The two-year budget proposal issued by Democrats recently includes $3.3 billion in taxes—what amounts to the largest tax increase in the history of the state.
“I think folks in the majority here rushed their plan, opting first for significant tax increases without exploring cost-cutting measures the general public has called for,” Rigby said.
“This economic crisis has provided us with the perfect opportunity to reinvent our state’s government,” he said. “I think this plan is the launching plan to do just that.”
Republicans balanced their budget by combining state agencies, rolling back spending levels and offering state workers early retirement and bringing state employee benefits more in line with the private sector.
Rigby said he’s ready to work with Democrats and Gov. M. Jodi Rell to produce a two-year budget Connecticut can afford, and one that won’t drive more businesses out of state or raise taxes.
The highlights (download the presentation here) of the Republican alternative are:
• Early retirement to save more than $285 million;
• State worker concessions for salary, health care and pension benefits that save $662 million;
• Folding 23 agencies into six and implementing a hiring freeze to reduce overhead costs.
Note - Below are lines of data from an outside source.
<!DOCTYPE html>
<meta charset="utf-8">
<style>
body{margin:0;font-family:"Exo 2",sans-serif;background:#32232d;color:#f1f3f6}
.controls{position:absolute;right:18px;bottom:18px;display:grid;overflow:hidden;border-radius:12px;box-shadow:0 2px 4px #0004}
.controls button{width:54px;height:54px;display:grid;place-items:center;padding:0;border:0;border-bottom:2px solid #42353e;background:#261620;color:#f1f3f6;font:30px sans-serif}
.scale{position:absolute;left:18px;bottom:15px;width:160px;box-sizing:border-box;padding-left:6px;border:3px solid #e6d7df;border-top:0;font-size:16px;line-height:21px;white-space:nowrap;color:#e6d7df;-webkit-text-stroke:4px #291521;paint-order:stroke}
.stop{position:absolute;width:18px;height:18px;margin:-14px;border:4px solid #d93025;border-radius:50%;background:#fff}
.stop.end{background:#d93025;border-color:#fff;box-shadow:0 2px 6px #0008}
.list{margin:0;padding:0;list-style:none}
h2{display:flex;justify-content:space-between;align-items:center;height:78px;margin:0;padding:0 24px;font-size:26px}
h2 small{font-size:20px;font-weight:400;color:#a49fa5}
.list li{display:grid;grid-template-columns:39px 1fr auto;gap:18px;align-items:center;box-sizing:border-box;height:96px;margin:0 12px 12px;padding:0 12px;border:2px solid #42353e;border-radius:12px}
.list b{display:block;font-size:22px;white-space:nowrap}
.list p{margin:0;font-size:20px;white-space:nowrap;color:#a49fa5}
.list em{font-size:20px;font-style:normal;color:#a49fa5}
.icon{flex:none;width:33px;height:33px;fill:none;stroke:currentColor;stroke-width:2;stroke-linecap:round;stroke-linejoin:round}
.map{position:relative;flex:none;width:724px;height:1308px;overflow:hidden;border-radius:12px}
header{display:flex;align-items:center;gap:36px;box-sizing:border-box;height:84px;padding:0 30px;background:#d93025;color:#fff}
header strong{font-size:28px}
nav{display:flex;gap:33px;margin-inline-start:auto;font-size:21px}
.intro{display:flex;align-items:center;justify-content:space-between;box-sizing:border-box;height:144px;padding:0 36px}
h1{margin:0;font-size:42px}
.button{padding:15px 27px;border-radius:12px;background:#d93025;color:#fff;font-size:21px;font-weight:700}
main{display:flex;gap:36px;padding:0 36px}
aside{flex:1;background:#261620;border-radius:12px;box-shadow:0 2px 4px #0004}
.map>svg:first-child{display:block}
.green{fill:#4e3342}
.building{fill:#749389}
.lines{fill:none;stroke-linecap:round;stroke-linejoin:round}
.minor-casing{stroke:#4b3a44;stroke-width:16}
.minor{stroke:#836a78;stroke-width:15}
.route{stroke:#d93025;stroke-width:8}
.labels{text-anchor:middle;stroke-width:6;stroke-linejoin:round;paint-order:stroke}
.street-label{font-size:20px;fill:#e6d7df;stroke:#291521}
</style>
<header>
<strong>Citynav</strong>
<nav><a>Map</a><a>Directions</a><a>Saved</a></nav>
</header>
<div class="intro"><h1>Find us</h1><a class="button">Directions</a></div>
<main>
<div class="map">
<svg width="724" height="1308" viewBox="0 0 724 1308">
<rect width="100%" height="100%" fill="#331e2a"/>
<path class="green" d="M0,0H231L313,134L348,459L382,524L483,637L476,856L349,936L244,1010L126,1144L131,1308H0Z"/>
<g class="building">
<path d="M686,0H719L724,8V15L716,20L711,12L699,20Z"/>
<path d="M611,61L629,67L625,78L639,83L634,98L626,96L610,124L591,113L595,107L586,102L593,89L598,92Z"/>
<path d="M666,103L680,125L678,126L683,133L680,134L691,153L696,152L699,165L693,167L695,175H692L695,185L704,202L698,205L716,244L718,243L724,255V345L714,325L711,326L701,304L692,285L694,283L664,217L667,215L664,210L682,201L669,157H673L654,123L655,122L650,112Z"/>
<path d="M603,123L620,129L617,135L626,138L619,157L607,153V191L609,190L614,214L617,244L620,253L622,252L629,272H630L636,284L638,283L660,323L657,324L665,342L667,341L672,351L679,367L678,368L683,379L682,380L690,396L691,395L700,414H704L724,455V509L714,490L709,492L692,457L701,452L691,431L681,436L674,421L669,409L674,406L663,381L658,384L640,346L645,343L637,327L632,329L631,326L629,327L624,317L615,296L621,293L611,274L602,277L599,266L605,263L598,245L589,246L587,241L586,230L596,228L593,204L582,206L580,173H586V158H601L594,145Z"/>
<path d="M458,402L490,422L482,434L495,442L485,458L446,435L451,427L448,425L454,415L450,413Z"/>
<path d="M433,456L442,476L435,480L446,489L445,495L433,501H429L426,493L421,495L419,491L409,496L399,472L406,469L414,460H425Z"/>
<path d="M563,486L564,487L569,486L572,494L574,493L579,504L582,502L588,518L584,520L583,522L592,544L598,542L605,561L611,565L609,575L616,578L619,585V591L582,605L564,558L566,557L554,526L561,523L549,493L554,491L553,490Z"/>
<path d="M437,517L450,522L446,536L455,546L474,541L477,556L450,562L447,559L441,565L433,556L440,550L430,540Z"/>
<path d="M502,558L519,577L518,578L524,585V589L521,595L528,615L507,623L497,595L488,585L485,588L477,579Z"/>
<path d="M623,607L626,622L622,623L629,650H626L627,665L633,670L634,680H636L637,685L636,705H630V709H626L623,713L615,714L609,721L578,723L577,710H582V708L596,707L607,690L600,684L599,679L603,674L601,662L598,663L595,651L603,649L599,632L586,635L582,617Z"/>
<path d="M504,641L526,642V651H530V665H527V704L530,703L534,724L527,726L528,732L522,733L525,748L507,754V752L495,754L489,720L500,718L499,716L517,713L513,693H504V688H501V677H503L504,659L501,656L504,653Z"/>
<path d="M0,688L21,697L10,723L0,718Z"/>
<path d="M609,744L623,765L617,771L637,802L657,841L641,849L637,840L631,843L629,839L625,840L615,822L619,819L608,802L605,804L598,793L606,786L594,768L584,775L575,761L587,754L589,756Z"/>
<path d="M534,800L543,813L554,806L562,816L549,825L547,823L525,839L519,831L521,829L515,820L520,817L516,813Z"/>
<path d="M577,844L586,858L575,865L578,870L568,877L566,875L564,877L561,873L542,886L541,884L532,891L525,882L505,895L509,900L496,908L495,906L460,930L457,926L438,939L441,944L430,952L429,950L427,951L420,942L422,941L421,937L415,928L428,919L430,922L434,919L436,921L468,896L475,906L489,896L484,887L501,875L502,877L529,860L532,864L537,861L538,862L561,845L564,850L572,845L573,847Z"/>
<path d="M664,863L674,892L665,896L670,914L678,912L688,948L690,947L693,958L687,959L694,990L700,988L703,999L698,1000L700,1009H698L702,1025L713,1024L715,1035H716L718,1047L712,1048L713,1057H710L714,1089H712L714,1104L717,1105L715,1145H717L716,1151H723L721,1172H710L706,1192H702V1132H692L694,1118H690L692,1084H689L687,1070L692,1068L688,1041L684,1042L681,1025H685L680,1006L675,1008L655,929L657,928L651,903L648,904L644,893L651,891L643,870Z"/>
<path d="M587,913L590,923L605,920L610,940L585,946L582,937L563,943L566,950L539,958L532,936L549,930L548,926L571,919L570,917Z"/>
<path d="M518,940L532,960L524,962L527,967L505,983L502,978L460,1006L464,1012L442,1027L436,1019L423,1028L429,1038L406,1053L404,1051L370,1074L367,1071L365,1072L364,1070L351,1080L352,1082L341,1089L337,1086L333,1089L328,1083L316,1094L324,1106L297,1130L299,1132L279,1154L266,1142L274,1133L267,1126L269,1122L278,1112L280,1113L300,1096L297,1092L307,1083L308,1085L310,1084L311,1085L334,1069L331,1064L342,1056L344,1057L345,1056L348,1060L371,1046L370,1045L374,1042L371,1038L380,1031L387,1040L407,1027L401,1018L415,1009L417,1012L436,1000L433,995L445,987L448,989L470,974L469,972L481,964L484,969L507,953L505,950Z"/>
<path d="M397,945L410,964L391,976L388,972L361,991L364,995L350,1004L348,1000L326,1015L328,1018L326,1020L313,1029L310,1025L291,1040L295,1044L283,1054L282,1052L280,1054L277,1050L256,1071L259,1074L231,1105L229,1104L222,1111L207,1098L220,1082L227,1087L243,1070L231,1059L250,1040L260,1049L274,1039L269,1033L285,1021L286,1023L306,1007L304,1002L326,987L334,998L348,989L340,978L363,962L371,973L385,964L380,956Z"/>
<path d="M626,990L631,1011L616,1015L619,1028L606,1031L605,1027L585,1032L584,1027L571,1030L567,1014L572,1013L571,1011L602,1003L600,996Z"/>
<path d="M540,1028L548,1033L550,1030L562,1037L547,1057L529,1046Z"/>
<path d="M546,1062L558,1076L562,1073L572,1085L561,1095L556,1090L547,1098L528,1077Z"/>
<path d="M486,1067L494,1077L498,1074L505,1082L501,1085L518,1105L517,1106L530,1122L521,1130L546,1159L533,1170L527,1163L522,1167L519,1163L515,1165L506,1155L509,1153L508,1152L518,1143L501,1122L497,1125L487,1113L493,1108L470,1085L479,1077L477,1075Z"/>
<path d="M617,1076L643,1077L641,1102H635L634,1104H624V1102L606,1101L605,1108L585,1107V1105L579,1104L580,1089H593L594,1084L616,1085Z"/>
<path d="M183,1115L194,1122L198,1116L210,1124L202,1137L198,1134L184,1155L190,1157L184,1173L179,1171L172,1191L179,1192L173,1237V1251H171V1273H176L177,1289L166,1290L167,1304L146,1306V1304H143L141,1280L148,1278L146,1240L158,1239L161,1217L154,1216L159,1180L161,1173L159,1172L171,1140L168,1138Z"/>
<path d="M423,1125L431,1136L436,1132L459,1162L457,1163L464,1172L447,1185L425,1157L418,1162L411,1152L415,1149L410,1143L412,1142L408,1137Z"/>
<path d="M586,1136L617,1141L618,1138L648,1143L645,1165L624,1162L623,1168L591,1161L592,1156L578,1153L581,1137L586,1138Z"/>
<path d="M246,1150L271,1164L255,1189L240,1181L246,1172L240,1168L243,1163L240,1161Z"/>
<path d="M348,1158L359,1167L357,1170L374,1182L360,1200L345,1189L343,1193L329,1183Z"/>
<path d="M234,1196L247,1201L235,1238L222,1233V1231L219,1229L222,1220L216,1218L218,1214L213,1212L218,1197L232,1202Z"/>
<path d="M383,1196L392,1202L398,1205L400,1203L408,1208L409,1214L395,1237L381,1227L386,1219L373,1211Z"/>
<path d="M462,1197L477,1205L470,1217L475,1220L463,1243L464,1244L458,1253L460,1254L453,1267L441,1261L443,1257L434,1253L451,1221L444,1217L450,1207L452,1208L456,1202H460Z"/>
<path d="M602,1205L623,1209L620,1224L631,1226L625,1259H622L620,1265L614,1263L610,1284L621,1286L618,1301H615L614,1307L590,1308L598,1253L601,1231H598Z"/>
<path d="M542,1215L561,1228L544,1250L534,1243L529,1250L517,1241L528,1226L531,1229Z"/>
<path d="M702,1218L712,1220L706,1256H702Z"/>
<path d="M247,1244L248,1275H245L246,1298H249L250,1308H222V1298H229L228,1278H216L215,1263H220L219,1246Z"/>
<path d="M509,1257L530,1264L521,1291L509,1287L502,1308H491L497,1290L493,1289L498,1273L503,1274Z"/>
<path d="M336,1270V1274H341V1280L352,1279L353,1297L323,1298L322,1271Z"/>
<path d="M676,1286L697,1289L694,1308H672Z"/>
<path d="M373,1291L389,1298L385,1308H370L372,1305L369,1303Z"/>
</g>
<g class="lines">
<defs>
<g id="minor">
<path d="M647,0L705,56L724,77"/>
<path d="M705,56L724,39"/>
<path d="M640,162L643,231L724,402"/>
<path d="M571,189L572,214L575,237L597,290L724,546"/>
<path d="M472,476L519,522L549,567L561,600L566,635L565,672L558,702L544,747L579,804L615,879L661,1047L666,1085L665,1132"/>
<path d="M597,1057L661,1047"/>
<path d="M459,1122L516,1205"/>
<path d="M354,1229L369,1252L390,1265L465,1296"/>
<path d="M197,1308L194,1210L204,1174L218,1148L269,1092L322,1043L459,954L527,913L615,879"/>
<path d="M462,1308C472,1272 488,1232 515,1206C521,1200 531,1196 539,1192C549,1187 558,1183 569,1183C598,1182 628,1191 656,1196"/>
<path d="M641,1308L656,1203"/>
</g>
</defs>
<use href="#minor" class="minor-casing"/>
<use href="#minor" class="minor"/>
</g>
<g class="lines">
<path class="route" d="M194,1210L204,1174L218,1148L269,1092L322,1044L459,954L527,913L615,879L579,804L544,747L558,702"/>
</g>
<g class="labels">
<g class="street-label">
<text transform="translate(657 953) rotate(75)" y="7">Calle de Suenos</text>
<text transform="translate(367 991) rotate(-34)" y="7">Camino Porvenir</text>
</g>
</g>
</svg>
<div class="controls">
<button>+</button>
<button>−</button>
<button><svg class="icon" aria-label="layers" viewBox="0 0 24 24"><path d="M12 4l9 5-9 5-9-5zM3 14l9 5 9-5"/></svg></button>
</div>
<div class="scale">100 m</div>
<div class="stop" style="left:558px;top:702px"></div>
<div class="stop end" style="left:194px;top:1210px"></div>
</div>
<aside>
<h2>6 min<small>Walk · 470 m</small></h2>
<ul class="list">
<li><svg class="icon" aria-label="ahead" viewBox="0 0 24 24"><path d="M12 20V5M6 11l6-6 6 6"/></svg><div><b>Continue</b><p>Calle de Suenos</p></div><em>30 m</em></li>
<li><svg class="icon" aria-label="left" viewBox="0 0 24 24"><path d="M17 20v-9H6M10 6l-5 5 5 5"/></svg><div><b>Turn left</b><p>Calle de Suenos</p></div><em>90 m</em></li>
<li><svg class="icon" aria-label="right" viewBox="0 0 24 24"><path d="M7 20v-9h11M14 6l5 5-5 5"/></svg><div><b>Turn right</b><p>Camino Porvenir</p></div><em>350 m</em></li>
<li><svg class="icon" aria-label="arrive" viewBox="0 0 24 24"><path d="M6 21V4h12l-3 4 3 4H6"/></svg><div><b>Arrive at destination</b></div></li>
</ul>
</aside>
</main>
Two more agencies would be merged into the General Fund;
• Overhauling the higher education bureaucracy that duplicates services and drives up tuition for families struggling to pay for college;
• Preserving school and municipal aid;
• Using the Rainy Day Fund for what it was intended – fiscal distress;
• Imposing $900 million in hard cuts;
• Restoring $25 million in municipal aid cut by Democrats and the $500 property tax credit for families earning as little as $46,000;
• Engaging private companies that can perform duties such as state park maintenance;
“The way I look at it, this legislature should consider all responsible options for reducing spending and building efficiencies in government,” Rigby said. “That’s what I was elected to do.”
Rigby, of Colebrook, has organized an April 23 state budget forum in Winsted at The Gilbert School, where he plans to provide information and field questions about the state’s fiscal crisis. The two-hour session begins at 7 p.m.